I've updated the staging host: Updating 5c13bd7..35026c0 Fast-forward CHANGELOG.txt | 6 + bootstrap.php | 21 ++- config/config.develop2.yaml | 2 +- config/locale.yaml | 9 + job/mosaic-build.php | 12 +- lib/Image.class.php | 37 ++++ lib/Mosaic.class.php | 28 +++- lib/l10n.lib.php | 358 +++++++++++++++++++++++++++++++++++++++ lib/localeDetails.class.php | 321 ----------------------------------- lib/localization.php | 80 --------- public/assets/css/ftp.css | 1 + public/assets/css/mosaic.css | 10 +- public/assets/css/party-min.css | 2 +- public/assets/js/dashboard.js | 22 ++- public/assets/js/general.js | 120 ++++++++------ public/assets/js/party-min.js | 2 +- public/dashboard/dashboard.php | 4 +- public/index.php | 47 +++--- util/configure.php | 2 +- 19 files changed, 577 insertions(+), 507 deletions(-) create mode 100644 config/locale.yaml create mode 100644 lib/l10n.lib.php delete mode 100644 lib/localeDetails.class.php delete mode 100644 lib/localization.php
please make sure you follow the notes on CHANGELOG remember to recompile configuration by running php util/configure.php memcached restart and job restart is also advisable I think you could also drop db and re-install and purge all the data/store files written by the system so you can thoroughly test all system components.
The latest update in stage gives us the following, and things look ok from my perspective: remote: Counting objects: 21, done. remote: Compressing objects: 100% (12/12), done. remote: Total 12 (delta 8), reused 0 (delta 0) Unpacking objects: 100% (12/12), done. From https://github.com/quodis/Twitter-Collage 2c44ed1..99cb79f master -> origin/master Updating 2c44ed1..99cb79f Fast-forward public/assets/js/general.js | 40 ++++++++++++++++++---------------------- public/assets/js/global.js | 6 +++--- public/assets/js/party-min.js | 24 +----------------------- util/minify.php | 3 ++- 4 files changed, 24 insertions(+), 49 deletions(-)
Yes, everything looks swell, except for data freshness. Are the jobs running either under cron or supervised?
The jobs had previously been running more-or-less by hand.
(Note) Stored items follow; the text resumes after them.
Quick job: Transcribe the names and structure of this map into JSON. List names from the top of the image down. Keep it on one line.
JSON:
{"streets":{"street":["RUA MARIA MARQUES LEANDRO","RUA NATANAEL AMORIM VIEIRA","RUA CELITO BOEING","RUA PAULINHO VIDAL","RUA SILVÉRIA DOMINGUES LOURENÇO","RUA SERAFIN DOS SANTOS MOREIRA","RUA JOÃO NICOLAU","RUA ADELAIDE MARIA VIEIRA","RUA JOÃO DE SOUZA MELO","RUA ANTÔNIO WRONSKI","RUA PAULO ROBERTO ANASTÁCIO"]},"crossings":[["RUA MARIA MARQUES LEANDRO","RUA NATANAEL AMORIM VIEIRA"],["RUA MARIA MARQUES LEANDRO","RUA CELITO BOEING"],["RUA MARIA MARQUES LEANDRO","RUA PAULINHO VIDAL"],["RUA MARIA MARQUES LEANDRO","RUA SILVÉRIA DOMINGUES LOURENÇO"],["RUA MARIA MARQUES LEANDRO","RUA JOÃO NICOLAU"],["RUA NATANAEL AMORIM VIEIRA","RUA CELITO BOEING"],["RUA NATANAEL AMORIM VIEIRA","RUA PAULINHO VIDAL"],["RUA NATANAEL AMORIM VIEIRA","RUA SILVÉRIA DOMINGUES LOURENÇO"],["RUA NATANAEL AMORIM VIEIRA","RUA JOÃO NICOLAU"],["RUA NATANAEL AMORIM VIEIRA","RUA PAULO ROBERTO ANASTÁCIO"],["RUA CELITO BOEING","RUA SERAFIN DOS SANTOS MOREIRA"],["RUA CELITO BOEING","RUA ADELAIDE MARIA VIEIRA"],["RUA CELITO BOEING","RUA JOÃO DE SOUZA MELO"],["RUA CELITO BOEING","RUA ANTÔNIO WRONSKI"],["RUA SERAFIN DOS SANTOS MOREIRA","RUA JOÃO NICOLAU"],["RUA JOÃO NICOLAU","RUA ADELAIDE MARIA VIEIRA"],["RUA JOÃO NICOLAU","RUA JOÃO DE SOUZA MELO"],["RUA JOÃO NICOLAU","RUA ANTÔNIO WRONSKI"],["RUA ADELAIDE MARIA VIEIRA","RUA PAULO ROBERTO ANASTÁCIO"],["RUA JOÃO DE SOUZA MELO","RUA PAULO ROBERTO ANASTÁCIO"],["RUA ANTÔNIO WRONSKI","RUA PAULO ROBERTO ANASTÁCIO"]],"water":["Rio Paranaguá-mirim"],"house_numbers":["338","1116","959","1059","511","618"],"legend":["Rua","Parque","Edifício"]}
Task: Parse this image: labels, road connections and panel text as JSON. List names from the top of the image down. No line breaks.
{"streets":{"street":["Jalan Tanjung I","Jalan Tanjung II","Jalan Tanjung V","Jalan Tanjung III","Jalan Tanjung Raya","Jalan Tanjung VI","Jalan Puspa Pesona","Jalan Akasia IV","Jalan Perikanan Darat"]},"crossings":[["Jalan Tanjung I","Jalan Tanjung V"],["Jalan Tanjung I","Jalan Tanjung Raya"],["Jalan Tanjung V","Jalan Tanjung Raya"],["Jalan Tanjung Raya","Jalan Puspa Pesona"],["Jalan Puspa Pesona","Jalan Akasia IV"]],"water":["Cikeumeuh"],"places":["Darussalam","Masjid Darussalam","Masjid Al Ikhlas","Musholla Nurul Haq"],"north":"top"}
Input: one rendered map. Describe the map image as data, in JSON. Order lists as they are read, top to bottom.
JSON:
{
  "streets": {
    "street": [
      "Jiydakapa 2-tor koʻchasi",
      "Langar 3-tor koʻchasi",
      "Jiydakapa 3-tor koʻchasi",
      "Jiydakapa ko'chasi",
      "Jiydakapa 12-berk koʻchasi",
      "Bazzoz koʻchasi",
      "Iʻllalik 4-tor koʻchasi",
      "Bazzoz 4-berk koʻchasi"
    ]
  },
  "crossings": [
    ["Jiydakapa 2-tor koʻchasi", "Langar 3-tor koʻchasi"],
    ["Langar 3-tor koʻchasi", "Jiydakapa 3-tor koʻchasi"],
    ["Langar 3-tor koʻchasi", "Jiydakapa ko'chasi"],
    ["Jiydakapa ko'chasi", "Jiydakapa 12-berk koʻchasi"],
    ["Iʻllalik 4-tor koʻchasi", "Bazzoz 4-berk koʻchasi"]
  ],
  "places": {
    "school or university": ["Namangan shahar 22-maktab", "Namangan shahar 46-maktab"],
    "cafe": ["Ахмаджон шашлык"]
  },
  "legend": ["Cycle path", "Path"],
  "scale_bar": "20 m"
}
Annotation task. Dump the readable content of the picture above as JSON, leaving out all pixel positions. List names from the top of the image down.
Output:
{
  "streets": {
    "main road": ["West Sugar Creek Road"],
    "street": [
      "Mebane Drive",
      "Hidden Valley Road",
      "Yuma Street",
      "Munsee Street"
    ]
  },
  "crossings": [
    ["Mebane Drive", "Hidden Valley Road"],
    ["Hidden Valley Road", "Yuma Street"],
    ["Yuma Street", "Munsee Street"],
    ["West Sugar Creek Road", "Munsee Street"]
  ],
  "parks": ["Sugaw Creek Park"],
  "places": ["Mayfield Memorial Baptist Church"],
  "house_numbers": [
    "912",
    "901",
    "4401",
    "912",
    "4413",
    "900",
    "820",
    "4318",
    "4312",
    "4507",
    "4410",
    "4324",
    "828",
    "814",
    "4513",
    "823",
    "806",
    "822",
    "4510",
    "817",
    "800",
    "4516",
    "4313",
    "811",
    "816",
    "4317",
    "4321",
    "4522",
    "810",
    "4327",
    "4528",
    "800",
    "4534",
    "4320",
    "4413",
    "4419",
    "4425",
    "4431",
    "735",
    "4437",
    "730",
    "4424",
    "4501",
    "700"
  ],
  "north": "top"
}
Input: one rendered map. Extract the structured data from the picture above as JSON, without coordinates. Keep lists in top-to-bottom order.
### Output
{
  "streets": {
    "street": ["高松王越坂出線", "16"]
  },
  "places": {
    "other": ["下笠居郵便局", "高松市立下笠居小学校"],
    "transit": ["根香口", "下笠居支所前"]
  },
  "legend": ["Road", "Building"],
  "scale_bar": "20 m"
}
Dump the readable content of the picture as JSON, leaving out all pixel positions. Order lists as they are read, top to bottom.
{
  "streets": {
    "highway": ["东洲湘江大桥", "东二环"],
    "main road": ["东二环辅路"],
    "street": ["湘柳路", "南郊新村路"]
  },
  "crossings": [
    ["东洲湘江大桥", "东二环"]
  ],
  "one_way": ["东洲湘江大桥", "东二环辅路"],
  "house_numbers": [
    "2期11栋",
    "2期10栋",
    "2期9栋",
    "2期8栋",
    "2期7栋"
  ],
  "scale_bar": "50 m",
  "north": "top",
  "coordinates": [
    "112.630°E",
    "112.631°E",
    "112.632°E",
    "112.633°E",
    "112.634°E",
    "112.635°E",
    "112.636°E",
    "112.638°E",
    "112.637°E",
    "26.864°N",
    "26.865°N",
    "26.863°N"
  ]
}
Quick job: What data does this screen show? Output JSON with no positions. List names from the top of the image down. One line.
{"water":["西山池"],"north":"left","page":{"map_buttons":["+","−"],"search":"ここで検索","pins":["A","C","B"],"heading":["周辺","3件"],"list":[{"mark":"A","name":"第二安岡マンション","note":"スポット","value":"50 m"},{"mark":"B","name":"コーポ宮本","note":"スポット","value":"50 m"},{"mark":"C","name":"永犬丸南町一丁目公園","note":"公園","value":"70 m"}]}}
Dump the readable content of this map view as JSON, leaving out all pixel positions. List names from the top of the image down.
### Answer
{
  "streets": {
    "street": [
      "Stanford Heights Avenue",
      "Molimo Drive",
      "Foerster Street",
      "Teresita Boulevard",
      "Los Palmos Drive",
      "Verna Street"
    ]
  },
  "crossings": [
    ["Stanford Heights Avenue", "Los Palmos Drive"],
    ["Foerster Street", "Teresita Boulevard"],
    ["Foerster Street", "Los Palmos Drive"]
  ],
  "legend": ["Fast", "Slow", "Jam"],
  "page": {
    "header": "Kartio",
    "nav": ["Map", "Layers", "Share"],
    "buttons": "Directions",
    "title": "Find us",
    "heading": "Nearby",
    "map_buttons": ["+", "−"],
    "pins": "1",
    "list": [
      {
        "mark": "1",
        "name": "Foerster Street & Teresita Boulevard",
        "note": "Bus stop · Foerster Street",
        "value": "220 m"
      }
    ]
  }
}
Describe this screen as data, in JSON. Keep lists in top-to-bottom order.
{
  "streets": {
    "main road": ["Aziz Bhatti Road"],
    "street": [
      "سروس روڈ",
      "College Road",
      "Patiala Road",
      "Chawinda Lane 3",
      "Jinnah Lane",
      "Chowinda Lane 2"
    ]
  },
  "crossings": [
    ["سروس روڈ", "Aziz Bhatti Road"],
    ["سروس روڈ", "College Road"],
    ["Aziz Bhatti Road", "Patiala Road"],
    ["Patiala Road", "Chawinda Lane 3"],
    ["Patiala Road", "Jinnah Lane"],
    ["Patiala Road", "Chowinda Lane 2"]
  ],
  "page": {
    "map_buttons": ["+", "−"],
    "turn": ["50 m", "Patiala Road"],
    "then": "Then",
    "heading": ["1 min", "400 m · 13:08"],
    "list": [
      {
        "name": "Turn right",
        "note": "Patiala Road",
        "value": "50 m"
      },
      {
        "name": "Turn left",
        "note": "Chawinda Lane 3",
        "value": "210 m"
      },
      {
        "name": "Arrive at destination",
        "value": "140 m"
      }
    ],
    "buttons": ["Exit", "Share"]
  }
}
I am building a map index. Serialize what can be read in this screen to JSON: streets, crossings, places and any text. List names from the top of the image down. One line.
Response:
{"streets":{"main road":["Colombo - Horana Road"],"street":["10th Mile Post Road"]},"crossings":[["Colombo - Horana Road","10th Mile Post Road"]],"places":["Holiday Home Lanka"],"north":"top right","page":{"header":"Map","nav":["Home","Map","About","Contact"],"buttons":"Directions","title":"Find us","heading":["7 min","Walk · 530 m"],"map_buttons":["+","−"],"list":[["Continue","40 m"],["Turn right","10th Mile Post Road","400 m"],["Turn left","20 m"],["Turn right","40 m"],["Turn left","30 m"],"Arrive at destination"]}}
They're not running under supervisord with the following configuration: [program:image-process] command=/usr/bin/php /data/www/twittercollage.allizom.org/job/image-process.php directory=/data/www/twittercollage.allizom.org user=root numprocs=1 stdout_logfile=/var/log/twitterparty/image-process.log stderr_logfile=/var/log/twitterparty/image-process.err autostart=true autorestart=true startsecs=10 ; Need to wait for currently executing tasks to finish at shutdown. ; Increase this if you have very long running tasks. stopwaitsecs = 30 [program:mosaic-build] command=/usr/bin/php /data/www/twittercollage.allizom.org/job/mosaic-build.php directory=/data/www/twittercollage.allizom.org user=root numprocs=1 stdout_logfile=/var/log/twitterparty/mosaic-build.log stderr_logfile=/var/log/twitterparty/mosaic-build.err autostart=true autorestart=true startsecs=10 ; Need to wait for currently executing tasks to finish at shutdown. ; Increase this if you have very long running tasks. stopwaitsecs = 30 [program:twitter-search] command=/usr/bin/php /data/www/twittercollage.allizom.org/job/twitter-search.php directory=/data/www/twittercollage.allizom.org user=root numprocs=1 stdout_logfile=/var/log/twitterparty/twitter-search.log stderr_logfile=/var/log/twitterparty/twitter-search.err autostart=true autorestart=true startsecs=10 ; Need to wait for currently executing tasks to finish at shutdown. ; Increase this if you have very long running tasks. stopwaitsecs = 30
Looks nice. I don't think the .log files are necessary since what the script spits out to stdout it also logs to /var/log/twitterparty/JOBNAME-msg.log Error log files /var/log/twitterparty/JOBNAME-error.log are also created by the scripts, but these are only needed for troubleshooting... for instance image-process will log everytime it defaults to the egg picture and if too many of those show up on the mosaic we can take a look at this log image-process.error.log to figure out the cause.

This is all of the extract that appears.